Required action: Keep every word of the listing and drop the images when you write it out.

Source material:
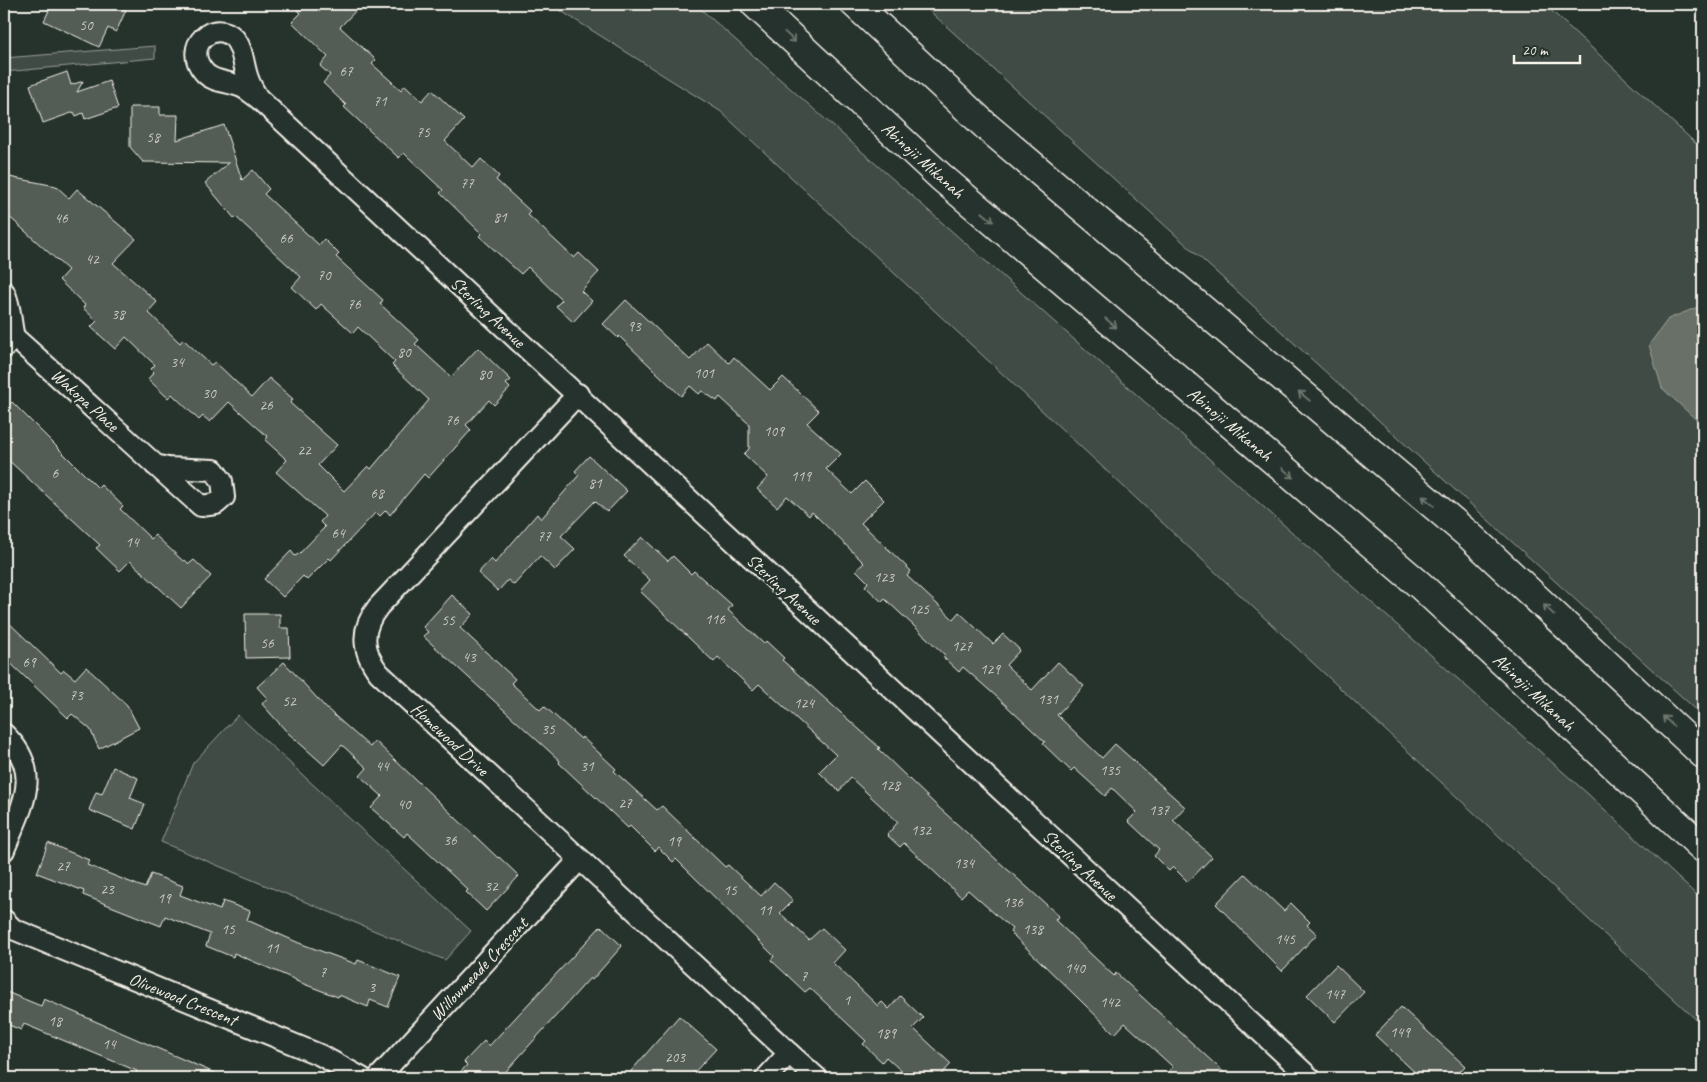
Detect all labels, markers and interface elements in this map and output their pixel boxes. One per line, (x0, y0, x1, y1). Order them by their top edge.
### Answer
house number: 50 (79, 16, 94, 35)
one-way arrow (784, 31, 797, 43)
scale bar (1514, 32, 1581, 64)
text: 20 m (1522, 41, 1549, 60)
house number: 67 (339, 62, 354, 81)
house number: 71 (373, 92, 388, 111)
street label: Abinojii Mikanah (877, 117, 970, 203)
house number: 75 (416, 123, 431, 142)
house number: 58 (146, 128, 161, 147)
house number: 77 (460, 174, 475, 193)
house number: 81 (493, 208, 508, 227)
house number: 46 (54, 209, 69, 228)
one-way arrow (981, 212, 994, 223)
house number: 66 (279, 229, 294, 248)
house number: 42 (85, 250, 100, 269)
house number: 70 (317, 266, 332, 285)
street label: Sterling Avenue (446, 272, 531, 353)
house number: 76 (347, 295, 362, 314)
house number: 38 (111, 305, 126, 324)
house number: 93 (627, 317, 642, 336)
one-way arrow (1105, 317, 1118, 328)
house number: 80 (397, 343, 412, 362)
house number: 34 (170, 353, 185, 372)
street label: Wakopa Place (47, 364, 124, 437)
house number: 101 (694, 364, 715, 383)
house number: 80 (478, 365, 493, 384)
street label: Abinojii Mikanah (1183, 382, 1277, 466)
house number: 30 (202, 384, 217, 403)
one-way arrow (1298, 390, 1311, 402)
house number: 26 (259, 396, 274, 415)
house number: 76 (445, 411, 460, 430)
house number: 109 (764, 422, 785, 441)
house number: 22 (297, 441, 312, 460)
house number: 6 (52, 464, 60, 483)
house number: 119 (791, 467, 812, 486)
one-way arrow (1282, 468, 1295, 479)
house number: 81 (588, 474, 603, 493)
house number: 68 (370, 484, 385, 503)
one-way arrow (1422, 496, 1435, 507)
house number: 64 (331, 524, 346, 543)
house number: 77 (537, 527, 552, 546)
house number: 14 (125, 533, 140, 552)
street label: Sterling Avenue (742, 549, 827, 630)
house number: 123 (874, 568, 895, 587)
house number: 125 (909, 600, 930, 619)
one-way arrow (1542, 604, 1555, 616)
house number: 116 (705, 610, 726, 629)
house number: 55 (441, 611, 456, 630)
house number: 56 (260, 634, 275, 653)
house number: 127 (952, 637, 973, 656)
house number: 43 (462, 648, 477, 667)
street label: Abinojii Mikanah (1489, 649, 1580, 736)
house number: 69 (22, 653, 37, 672)
house number: 129 (980, 660, 1001, 679)
house number: 73 (69, 686, 84, 705)
house number: 131 (1038, 690, 1059, 709)
house number: 52 (282, 692, 297, 711)
house number: 124 (794, 694, 815, 713)
street label: Homewood Drive (407, 697, 494, 781)
one-way arrow (1661, 715, 1674, 727)
house number: 35 (541, 720, 556, 739)
house number: 44 (375, 757, 390, 776)
house number: 31 (580, 757, 595, 776)
house number: 135 (1100, 761, 1121, 780)
house number: 128 (880, 776, 901, 795)
house number: 27 (618, 794, 633, 813)
house number: 40 (397, 795, 412, 814)
house number: 137 (1149, 801, 1170, 820)
house number: 132 (911, 821, 932, 840)
street label: Sterling Avenue (1038, 825, 1123, 906)
house number: 36 (443, 831, 458, 850)
house number: 19 (667, 832, 682, 851)
house number: 134 (954, 854, 975, 873)
house number: 27 (56, 857, 71, 876)
house number: 32 (484, 877, 499, 896)
house number: 23 (100, 880, 115, 899)
house number: 15 (723, 881, 738, 900)
house number: 19 (157, 889, 172, 908)
house number: 136 (1003, 893, 1024, 912)
house number: 11 (758, 901, 773, 920)
street label: Willowmeade Crescent (426, 911, 534, 1025)
house number: 15 (221, 920, 236, 939)
house number: 138 (1023, 920, 1044, 939)
house number: 145 (1275, 930, 1296, 949)
house number: 11 (265, 939, 280, 958)
house number: 140 (1065, 959, 1086, 978)
house number: 7 (320, 963, 328, 982)
street label: Olivewood Crescent (126, 967, 243, 1032)
house number: 7 (801, 967, 809, 986)
house number: 3 (369, 978, 377, 997)
house number: 147 (1325, 985, 1346, 1004)
house number: 1 (844, 991, 852, 1010)
house number: 142 (1100, 993, 1121, 1012)
house number: 18 (48, 1012, 63, 1031)
house number: 149 (1390, 1023, 1411, 1042)
house number: 189 (876, 1024, 897, 1043)
house number: 14 (102, 1035, 117, 1054)
house number: 203 (665, 1048, 686, 1067)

Response:
Detect all labels, markers and interface elements in this map and output their pixel boxes. One per line, (x0, y0, x1, y1). Order them by their top edge.
### Answer
house number: 50 (79, 16, 94, 35)
one-way arrow (784, 31, 797, 43)
scale bar (1514, 32, 1581, 64)
text: 20 m (1522, 41, 1549, 60)
house number: 67 (339, 62, 354, 81)
house number: 71 (373, 92, 388, 111)
street label: Abinojii Mikanah (877, 117, 970, 203)
house number: 75 (416, 123, 431, 142)
house number: 58 (146, 128, 161, 147)
house number: 77 (460, 174, 475, 193)
house number: 81 (493, 208, 508, 227)
house number: 46 (54, 209, 69, 228)
one-way arrow (981, 212, 994, 223)
house number: 66 (279, 229, 294, 248)
house number: 42 (85, 250, 100, 269)
house number: 70 (317, 266, 332, 285)
street label: Sterling Avenue (446, 272, 531, 353)
house number: 76 (347, 295, 362, 314)
house number: 38 (111, 305, 126, 324)
house number: 93 (627, 317, 642, 336)
one-way arrow (1105, 317, 1118, 328)
house number: 80 (397, 343, 412, 362)
house number: 34 (170, 353, 185, 372)
street label: Wakopa Place (47, 364, 124, 437)
house number: 101 (694, 364, 715, 383)
house number: 80 (478, 365, 493, 384)
street label: Abinojii Mikanah (1183, 382, 1277, 466)
house number: 30 (202, 384, 217, 403)
one-way arrow (1298, 390, 1311, 402)
house number: 26 (259, 396, 274, 415)
house number: 76 (445, 411, 460, 430)
house number: 109 (764, 422, 785, 441)
house number: 22 (297, 441, 312, 460)
house number: 6 (52, 464, 60, 483)
house number: 119 (791, 467, 812, 486)
one-way arrow (1282, 468, 1295, 479)
house number: 81 (588, 474, 603, 493)
house number: 68 (370, 484, 385, 503)
one-way arrow (1422, 496, 1435, 507)
house number: 64 (331, 524, 346, 543)
house number: 77 (537, 527, 552, 546)
house number: 14 (125, 533, 140, 552)
street label: Sterling Avenue (742, 549, 827, 630)
house number: 123 (874, 568, 895, 587)
house number: 125 (909, 600, 930, 619)
one-way arrow (1542, 604, 1555, 616)
house number: 116 (705, 610, 726, 629)
house number: 55 (441, 611, 456, 630)
house number: 56 (260, 634, 275, 653)
house number: 127 (952, 637, 973, 656)
house number: 43 (462, 648, 477, 667)
street label: Abinojii Mikanah (1489, 649, 1580, 736)
house number: 69 (22, 653, 37, 672)
house number: 129 (980, 660, 1001, 679)
house number: 73 (69, 686, 84, 705)
house number: 131 (1038, 690, 1059, 709)
house number: 52 (282, 692, 297, 711)
house number: 124 (794, 694, 815, 713)
street label: Homewood Drive (407, 697, 494, 781)
one-way arrow (1661, 715, 1674, 727)
house number: 35 (541, 720, 556, 739)
house number: 44 (375, 757, 390, 776)
house number: 31 (580, 757, 595, 776)
house number: 135 (1100, 761, 1121, 780)
house number: 128 (880, 776, 901, 795)
house number: 27 (618, 794, 633, 813)
house number: 40 (397, 795, 412, 814)
house number: 137 (1149, 801, 1170, 820)
house number: 132 (911, 821, 932, 840)
street label: Sterling Avenue (1038, 825, 1123, 906)
house number: 36 (443, 831, 458, 850)
house number: 19 (667, 832, 682, 851)
house number: 134 (954, 854, 975, 873)
house number: 27 (56, 857, 71, 876)
house number: 32 (484, 877, 499, 896)
house number: 23 (100, 880, 115, 899)
house number: 15 (723, 881, 738, 900)
house number: 19 (157, 889, 172, 908)
house number: 136 (1003, 893, 1024, 912)
house number: 11 (758, 901, 773, 920)
street label: Willowmeade Crescent (426, 911, 534, 1025)
house number: 15 (221, 920, 236, 939)
house number: 138 (1023, 920, 1044, 939)
house number: 145 (1275, 930, 1296, 949)
house number: 11 (265, 939, 280, 958)
house number: 140 (1065, 959, 1086, 978)
house number: 7 (320, 963, 328, 982)
street label: Olivewood Crescent (126, 967, 243, 1032)
house number: 7 (801, 967, 809, 986)
house number: 3 (369, 978, 377, 997)
house number: 147 (1325, 985, 1346, 1004)
house number: 1 (844, 991, 852, 1010)
house number: 142 (1100, 993, 1121, 1012)
house number: 18 (48, 1012, 63, 1031)
house number: 149 (1390, 1023, 1411, 1042)
house number: 189 (876, 1024, 897, 1043)
house number: 14 (102, 1035, 117, 1054)
house number: 203 (665, 1048, 686, 1067)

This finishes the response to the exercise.